木村九段は「取ってもおかしくないと誰もが思っていた。着実にタイトルを増やしていたので意外な結果ではないです」と〝時間の問題〟だったと強調した。
藤井八冠とは、挑戦者として迎えた2020年の王位戦で対局。当時を「今より感想戦の声が小さかった」と懐かしみつつ、いまは「より負かしにくい存在になった」と力を込める。
その強さについては、「いろいろな相手から練った作戦をぶつけられても動じずに指している。〝変化球〟に対応する力が半端なものではない。死角がないし、弱点がないですね」と分析。
将棋界の全冠制覇は升田幸三実力制第四代名人、大山康晴十五世名人、日本将棋連盟会長の羽生善治九段(53)に続き4人目。しかも藤井八冠はタイトル戦無敗、番勝負では連敗知らずで「今までの大棋士と比べても驚異的だなと思います」と舌を巻く。

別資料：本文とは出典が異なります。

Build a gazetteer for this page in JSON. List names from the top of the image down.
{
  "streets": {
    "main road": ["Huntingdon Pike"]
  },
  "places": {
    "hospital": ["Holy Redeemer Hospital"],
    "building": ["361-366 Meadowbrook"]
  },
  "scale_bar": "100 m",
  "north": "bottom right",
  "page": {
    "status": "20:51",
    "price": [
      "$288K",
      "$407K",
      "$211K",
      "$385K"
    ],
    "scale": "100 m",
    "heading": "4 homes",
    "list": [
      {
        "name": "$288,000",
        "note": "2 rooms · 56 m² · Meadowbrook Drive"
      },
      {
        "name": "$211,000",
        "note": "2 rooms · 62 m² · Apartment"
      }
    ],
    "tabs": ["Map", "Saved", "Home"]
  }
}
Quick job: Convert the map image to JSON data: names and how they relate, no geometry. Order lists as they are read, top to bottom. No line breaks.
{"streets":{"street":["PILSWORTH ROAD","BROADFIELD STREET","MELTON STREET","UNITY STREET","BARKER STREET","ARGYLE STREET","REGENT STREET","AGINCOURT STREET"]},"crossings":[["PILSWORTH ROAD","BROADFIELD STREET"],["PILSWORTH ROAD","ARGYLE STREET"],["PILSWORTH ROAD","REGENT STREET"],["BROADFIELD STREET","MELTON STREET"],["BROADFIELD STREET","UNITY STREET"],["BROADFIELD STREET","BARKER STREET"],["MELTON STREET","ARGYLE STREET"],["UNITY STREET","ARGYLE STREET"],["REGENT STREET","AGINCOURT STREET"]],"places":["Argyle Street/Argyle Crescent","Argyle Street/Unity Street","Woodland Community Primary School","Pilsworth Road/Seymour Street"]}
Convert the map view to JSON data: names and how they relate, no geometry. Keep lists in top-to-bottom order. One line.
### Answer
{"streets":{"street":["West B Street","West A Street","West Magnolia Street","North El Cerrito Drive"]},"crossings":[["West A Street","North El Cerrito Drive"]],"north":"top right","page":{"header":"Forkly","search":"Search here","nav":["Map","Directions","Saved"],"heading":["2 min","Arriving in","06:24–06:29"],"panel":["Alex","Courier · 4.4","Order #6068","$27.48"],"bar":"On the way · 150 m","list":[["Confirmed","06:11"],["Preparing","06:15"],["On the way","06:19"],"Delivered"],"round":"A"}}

1996年の羽生九段の全冠制覇時代を知る木村九段は、2人の共通点に敗勢での立ち回りを挙げ、「負けそうなところでも最後まで良い勝負にする順を追究する。局面を難しくして相手をくたびれさせます」と解説。
藤井一強時代は「年単位で続く可能性がある」。今後は過去のタイトル戦で戦った渡辺明九段(39)、豊島将之九段(33)、永瀬前王座らが再びタイトル奪取を目指して挑んでくると見る一方で、AI将棋の研究が進んでいることから「藤井さんよりももっと年下から急に(ライバルが)出てくる可能性もある。AIソフトだけで強くなった人が出てきたら興味深いですね」と想像した。